Arguing Iraq

Saturday, 14 June 2008


The other day I wrote about how the Democrat party (and more importantly, Barack Obama's campaign strategy) was dangerously out of touch with the situation in Iraq. Abe Greenwald at Commentary, poses similar questions, and in doing so highlights the danger of hitching your wagon to a pessimistic future and the assumption of failure.

In a nutshell:
John McCain has won the Iraq argument. The disagreement on Iraq between McCain and Barack Obama, indeed between Democrats and Republicans, was not about the future of American "neocolonialism" or about the candidates' sympathy for the Marines and soldiers eager to return home. It was about the strategic benefit of keeping active U.S. troops in the War. John McCain believed that a continued American troop presence would hasten Iraq's progress toward national security and political reconciliation. Barack Obama thought a speedy withdrawal would best achieve that goal.
Obama left himself so little wiggle room (as he should, because it was what he believed) that now there's the push to reframe the Iraq situation:
Indeed the Obama camp itself is publicly conflicted about how to move the Iraq argument forward. Yesterday at a Democratic think tank even, two of Obama's Iraq advisors disagreedwith each other on how to proceed after the success of the surge. Colin Kahl argued for leaving a large troop presence in Iraq, contingent upon continued political reconciliation.

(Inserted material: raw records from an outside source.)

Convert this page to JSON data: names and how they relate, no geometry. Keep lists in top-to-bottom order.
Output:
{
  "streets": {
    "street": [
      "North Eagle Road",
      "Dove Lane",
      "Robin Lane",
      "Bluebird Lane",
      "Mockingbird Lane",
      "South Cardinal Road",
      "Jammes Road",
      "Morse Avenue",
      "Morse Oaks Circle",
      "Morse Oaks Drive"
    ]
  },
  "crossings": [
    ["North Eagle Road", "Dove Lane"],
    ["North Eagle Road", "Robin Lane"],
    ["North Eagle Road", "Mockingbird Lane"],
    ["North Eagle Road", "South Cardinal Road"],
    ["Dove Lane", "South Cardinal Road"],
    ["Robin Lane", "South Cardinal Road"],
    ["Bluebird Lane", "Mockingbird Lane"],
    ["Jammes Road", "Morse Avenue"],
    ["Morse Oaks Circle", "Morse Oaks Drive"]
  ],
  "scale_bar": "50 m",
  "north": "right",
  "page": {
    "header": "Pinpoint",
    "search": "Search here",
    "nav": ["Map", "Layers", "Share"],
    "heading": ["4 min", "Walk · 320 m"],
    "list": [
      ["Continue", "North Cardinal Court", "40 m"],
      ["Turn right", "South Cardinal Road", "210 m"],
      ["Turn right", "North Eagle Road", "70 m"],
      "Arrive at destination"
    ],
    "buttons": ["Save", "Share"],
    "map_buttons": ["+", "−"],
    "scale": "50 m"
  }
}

Brian Katulis argued for withdrawing all troops except for a small group left behind to defend the U.S. embassy.

It's clear that Obama and his supporters are guilty of the charge they'd grown accustomed to leveling at the Bush administration: no Iraq foresight. It's true that President Bush and Donald Rumsfeld had not come up with a plan B in the case of strong Iraqi resistance. Obama and Co. have failed to consider what their next move would be in the face of U.S. success.
What a strange thing it must be to have to try to walk back your main argument because you bet against the chances of your country winning a battle you needed it to lose.